* _TASK TO COMPLETE_:
The answer should be a single number: how many lines in the material contain "translate".
[[ SOURCE MATERIAL open ]]
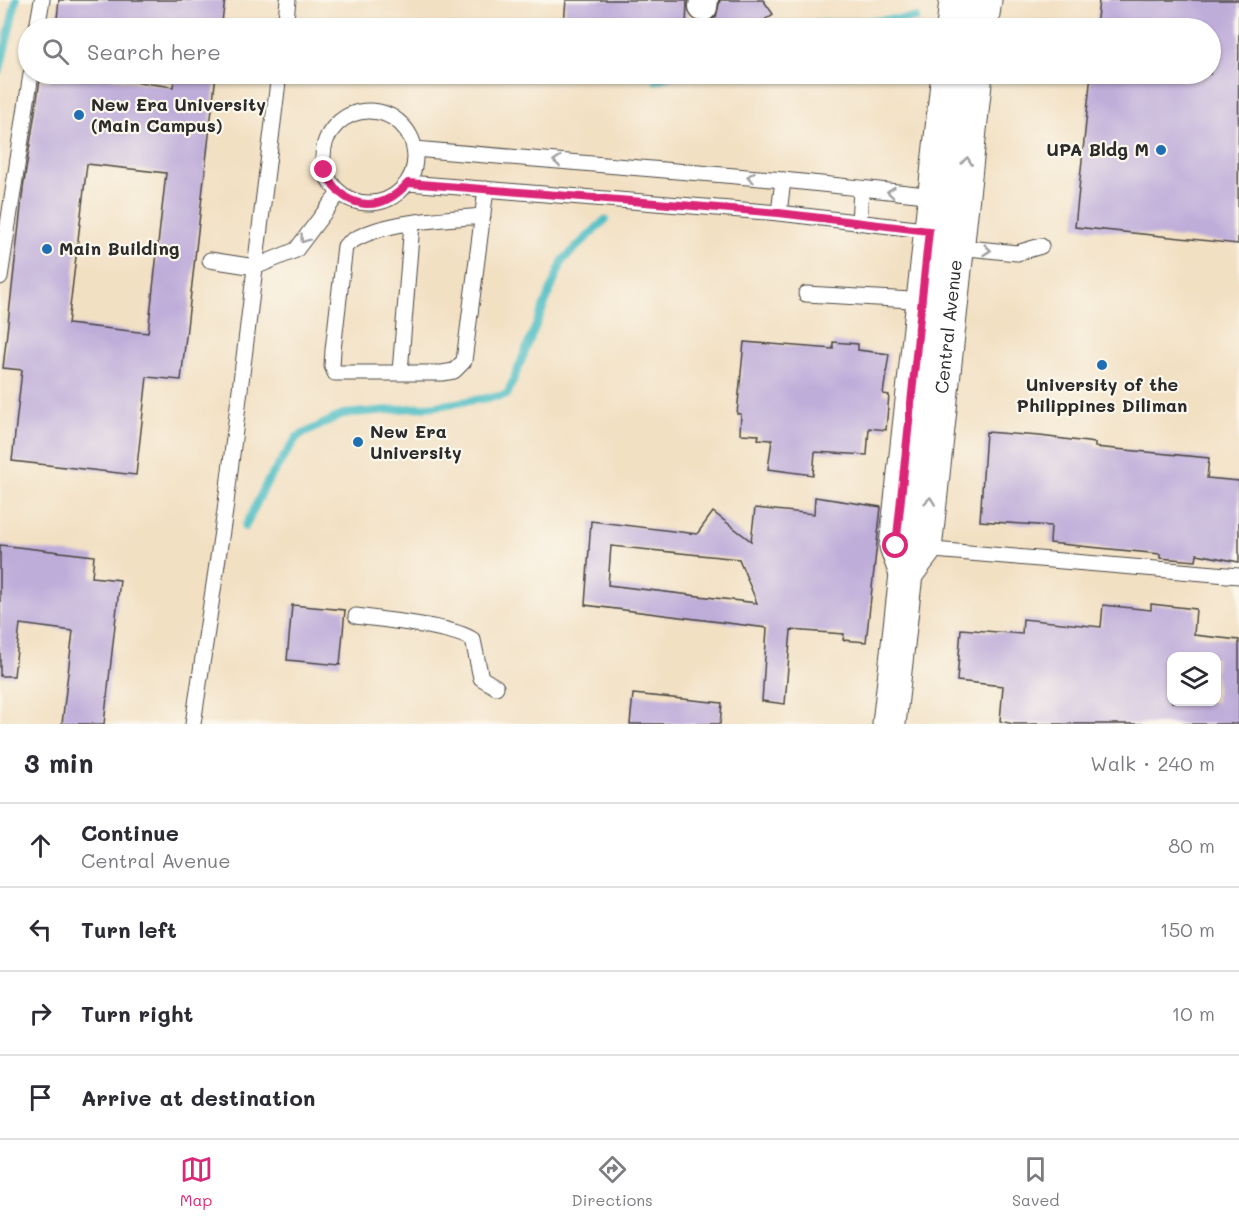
<!DOCTYPE html>
<meta charset="utf-8">
<style>
:root{--surface:#fff;--page:#f7f7f7;--text:#2b2b33;--muted:#7c7c81;--line:#e1e1e2;--accent:#db2777}
body{margin:0;font-family:Mali,sans-serif;background:var(--page);color:var(--text)}
.controls{position:absolute;right:18px;bottom:18px;display:grid;overflow:hidden;border-radius:12px;box-shadow:0 2px 4px #0004}
.controls button{width:54px;height:54px;display:grid;place-items:center;padding:0;border:0;border-bottom:2px solid var(--line);background:var(--surface);color:var(--text);font:30px sans-serif}
.stop{position:absolute;width:18px;height:18px;margin:-14px;border:4px solid #db2777;border-radius:50%;background:#fff}
.stop.end{background:#db2777;border-color:#fff;box-shadow:0 2px 6px #0008}
.list{margin:0;padding:0;list-style:none}
h2{display:flex;justify-content:space-between;align-items:center;height:78px;margin:0;padding:0 24px;font-size:26px}
h2 small{font-size:20px;font-weight:400;color:var(--muted)}
.list li{display:grid;grid-template-columns:39px 1fr auto;gap:18px;align-items:center;box-sizing:border-box;height:84px;padding:0 24px;border-top:2px solid var(--line)}
.list b{display:block;font-size:22px;white-space:nowrap}
.list p{margin:0;font-size:20px;white-space:nowrap;color:var(--muted)}
.list em{font-size:20px;font-style:normal;color:var(--muted)}
.icon{flex:none;width:33px;height:33px;fill:none;stroke:currentColor;stroke-width:2;stroke-linecap:round;stroke-linejoin:round}
.map{position:relative;flex:none;width:1239px;height:724px;overflow:hidden}
.search{position:absolute;background:var(--surface);box-shadow:0 2px 4px #0004;left:18px;right:18px;top:18px;height:66px;display:flex;align-items:center;gap:15px;box-sizing:border-box;padding:0 21px;border-radius:33px;color:var(--muted);font-size:22px}
.sheet{height:414px;background:var(--surface)}
nav{display:flex;justify-content:space-around;align-items:center;box-sizing:border-box;height:84px;border-top:2px solid var(--line);background:var(--surface);font-size:16px;color:var(--muted)}
nav a{display:grid;justify-items:center;gap:3px}
nav .on{color:var(--accent)}
.map>svg:first-child{display:block}
</style>
<div class="map">
<svg width="1239" height="724" viewBox="0 0 1239 724">
<rect width="100%" height="100%" fill="#fbf7ec"/>
<filter id="ink" filterUnits="userSpaceOnUse"><feTurbulence type="fractalNoise" baseFrequency=".0167" numOctaves="2"/><feDisplacementMap in="SourceGraphic" scale="12" xChannelSelector="R" yChannelSelector="G"/><feConvolveMatrix kernelMatrix="1 2 1 2 8 2 1 2 1" color-interpolation-filters="sRGB"/></filter>
<filter id="wash" filterUnits="userSpaceOnUse"><feTurbulence type="fractalNoise" baseFrequency=".008" numOctaves="4" result="noise"/><feDisplacementMap in="SourceGraphic" scale="24" xChannelSelector="R" yChannelSelector="G"/><feGaussianBlur stdDeviation="1.35" result="paint"/><feColorMatrix in="noise" values="0 0 0 0 0 0 0 0 0 0 0 0 0 0 0 0 0 1.4 0 .05"/><feComposite in="paint" operator="in"/></filter>
<g filter="url(#wash)">
<rect width="100%" height="100%" fill="#f2e0c3"/>
<g fill="none" stroke-linecap="round" stroke-linejoin="round">
<g stroke="#4fbec4" stroke-width="8">
<polyline points="796,28 803,25 916,18"/>
<polyline points="0,70 16,0"/>
<polyline points="656,81 676,74"/>
<polyline points="245,527 266,484 297,437 343,414 436,406 507,395 563,260 605,220"/>
</g>
</g>
<g id="blocks">
<g fill="#beacd9" fill-rule="evenodd">
<polygon points="59,0 225,0 221,28 56,28"/>
<polygon points="566,0 687,0 686,28 591,28 591,25 564,23"/>
<polygon points="720,0 763,0 773,14 753,28 715,28 710,22 716,17"/>
<polygon points="1099,0 1239,0 1238,244 1075,227 1091,74 1210,74 1210,28 1096,28"/>
<path d="M51 74H109L108 78 173 87 175 74H216L181 380 147 377 136 475 12 461 22 370 3 368 23 189 40 80 50 81ZM87 164 166 173 148 333 68 324Z"/>
<polygon points="744,342 833,349 833,342 858,344 858,350 889,354 883,394 889,395 886,430 869,428 867,455 815,452 813,475 768,469 772,440 758,439 759,435 740,434 741,414 737,414"/>
<polygon points="986,432 1040,436 1095,443 1095,447 1209,458 1207,478 1239,481 1239,562 1197,554 1196,561 1160,558 1160,554 1050,543 1051,526 980,521"/>
<path d="M815 497 881 507 866 642 843 640 844 634 791 630 785 704 762 701 767 628 585 605 591 521 697 534 713 512 751 541 755 508 814 514ZM611 546 739 559 757 603 608 585Z"/>
<polygon points="0,545 94,556 92,577 120,580 104,724 62,724 73,631 20,624 14,676 0,676"/>
<path d="M1151 604 1196 609 1194 635 1239 640V724H1013L1000 721 1003 686 957 681 961 629 1022 634 1023 619 1101 627 1103 605 1151 610ZM1172 657H1216V702H1172Z"/>
<polygon points="292,605 345,610 340,665 287,660"/>
<polygon points="633,694 722,703 720,724 630,724"/>
</g>
</g>
</g>
<g filter="url(#ink)">
<use href="#blocks" fill-opacity="0" stroke="#494642" stroke-width="1.5"/>
<g fill="none" stroke-linecap="round" stroke-linejoin="round">
<g stroke="#494642" stroke-width="17">
<g id="service">
<polyline points="37,28 42,0"/>
<polyline points="285,28 288,0"/>
<circle cx="369" cy="157" r="46"/>
<polyline points="414,149 783,180 936,196"/>
<polyline points="408,183 779,213 933,231"/>
<polyline points="779,213 783,180"/>
<path d="M483 216C442 220 377 220 345 246L333 350 332 366 335 373H442L454 371 464 361 486 189"/>
<polyline points="859,223 861,189"/>
<polyline points="958,247 1017,253 1041,246"/>
<polyline points="210,260 255,267 296,250 339,193"/>
<polyline points="0,277 31,74"/>
<polyline points="806,294 912,300"/>
<polyline points="400,372 412,224"/>
<polyline points="922,549 1239,576"/>
<path d="M356 616C383 620 454 626 473 640L481 678 496 687"/>
<polyline points="193,724 225,511 279,74"/>
</g>
</g>
<g stroke="#494642" stroke-width="31">
<polyline id="minor" points="703,7 704,0"/>
</g>
<g stroke="#494642" stroke-width="35">
<g id="secondary">
<polyline points="953,28 956,0"/>
<polyline points="981,28 985,0"/>
<path id="s1" d="M906 574 925 549 976 74"/>
<polyline points="889,724 906,574 896,546 948,74"/>
</g>
</g>
<use href="#service" stroke="#fff" stroke-width="15"/>
<use href="#minor" stroke="#fff" stroke-width="28"/>
<use href="#secondary" stroke="#fff" stroke-width="33"/>
</g>
<defs><path id="oneway-chevron" d="M-2-3.5L2.5 0L-2 3.5" fill="none" stroke-width="1.6" stroke-linecap="round" stroke-linejoin="round" transform="scale(1.5)"/></defs>
<g stroke="#a0a0a0">
<use href="#oneway-chevron" transform="translate(557 161) rotate(-175)"/>
<use href="#oneway-chevron" transform="translate(967 161) rotate(-84)"/>
<use href="#oneway-chevron" transform="translate(751 177) rotate(-175)"/>
<use href="#oneway-chevron" transform="translate(891 192) rotate(-174)"/>
<use href="#oneway-chevron" transform="translate(304 239) rotate(126)"/>
<use href="#oneway-chevron" transform="translate(987 250) rotate(6)"/>
<use href="#oneway-chevron" transform="translate(930 501) rotate(-84)"/>
</g>
</g>
<g fill="none" stroke-linecap="round" stroke-linejoin="round" filter="url(#ink)">
<path stroke="#db2777" stroke-width="8" d="M324 170C343 210 379 215 408 183L779 213 929 231 896 546"/>
</g>
<g fill="#1f6fb2" stroke="#fbf7ec" stroke-width="2">
<circle cx="79" cy="115" r="6"/>
<circle cx="1161" cy="150" r="6"/>
<circle cx="47" cy="249" r="6"/>
<circle cx="1102" cy="365" r="6"/>
<circle cx="358" cy="442" r="6"/>
</g>
<g text-anchor="middle" stroke-width="4.5" stroke-linejoin="round" paint-order="stroke">
<g font-size="18" font-weight="bold" fill="#2b2b2b" stroke="#fbf7ec" text-anchor="start">
<text x="91" y="111">New Era University<tspan x="91" dy="21">(Main Campus)</tspan></text>
<text x="1149" y="156" text-anchor="end">UPA Bldg M</text>
<text x="59" y="255">Main Building</text>
<text x="1102" y="391" text-anchor="middle">University of the<tspan x="1102" dy="21">Philippines Diliman</tspan></text>
<text x="370" y="438">New Era<tspan x="370" dy="21">University</tspan></text>
</g>
<g font-size="18" fill="#2b2b2b" stroke="#fbf7ec">
<text dy="6" stroke="none"><textPath href="#s1" startOffset="255">Central Avenue</textPath></text>
</g>
</g>
</svg>
<div class="controls">
<button><svg class="icon" aria-label="layers" viewBox="0 0 24 24"><path d="M12 4l9 5-9 5-9-5zM3 14l9 5 9-5"/></svg></button>
</div>
<div class="stop" style="left:896px;top:546px"></div>
<div class="stop end" style="left:324px;top:170px"></div>
<div class="search"><svg class="icon" aria-label="search" viewBox="0 0 24 24"><circle cx="10" cy="10" r="6"/><path d="M15 15l6 6"/></svg>Search here</div>
</div>
<section class="sheet">
<h2>3 min<small>Walk · 240 m</small></h2>
<ul class="list">
<li><svg class="icon" aria-label="ahead" viewBox="0 0 24 24"><path d="M12 20V5M6 11l6-6 6 6"/></svg><div><b>Continue</b><p>Central Avenue</p></div><em>80 m</em></li>
<li><svg class="icon" aria-label="left" viewBox="0 0 24 24"><path d="M17 20v-9H6M10 6l-5 5 5 5"/></svg><div><b>Turn left</b></div><em>150 m</em></li>
<li><svg class="icon" aria-label="right" viewBox="0 0 24 24"><path d="M7 20v-9h11M14 6l5 5-5 5"/></svg><div><b>Turn right</b></div><em>10 m</em></li>
<li><svg class="icon" aria-label="arrive" viewBox="0 0 24 24"><path d="M6 21V4h12l-3 4 3 4H6"/></svg><div><b>Arrive at destination</b></div></li>
</ul>
</section>
<nav>
<a class="on"><svg class="icon" aria-label="map" viewBox="0 0 24 24"><path d="M3 6l6-2 6 2 6-2v14l-6 2-6-2-6 2zM9 4v14M15 6v14"/></svg>Map</a>
<a><svg class="icon" aria-label="directions" viewBox="0 0 24 24"><path d="M12 3l9 9-9 9-9-9zM9 14v-3h6M13 9l2 2-2 2"/></svg>Directions</a>
<a><svg class="icon" aria-label="saved" viewBox="0 0 24 24"><path d="M7 4h10v16l-5-4-5 4z"/></svg>Saved</a>
</nav>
[[ SOURCE MATERIAL closed ]]
* _RESPONSE_:
7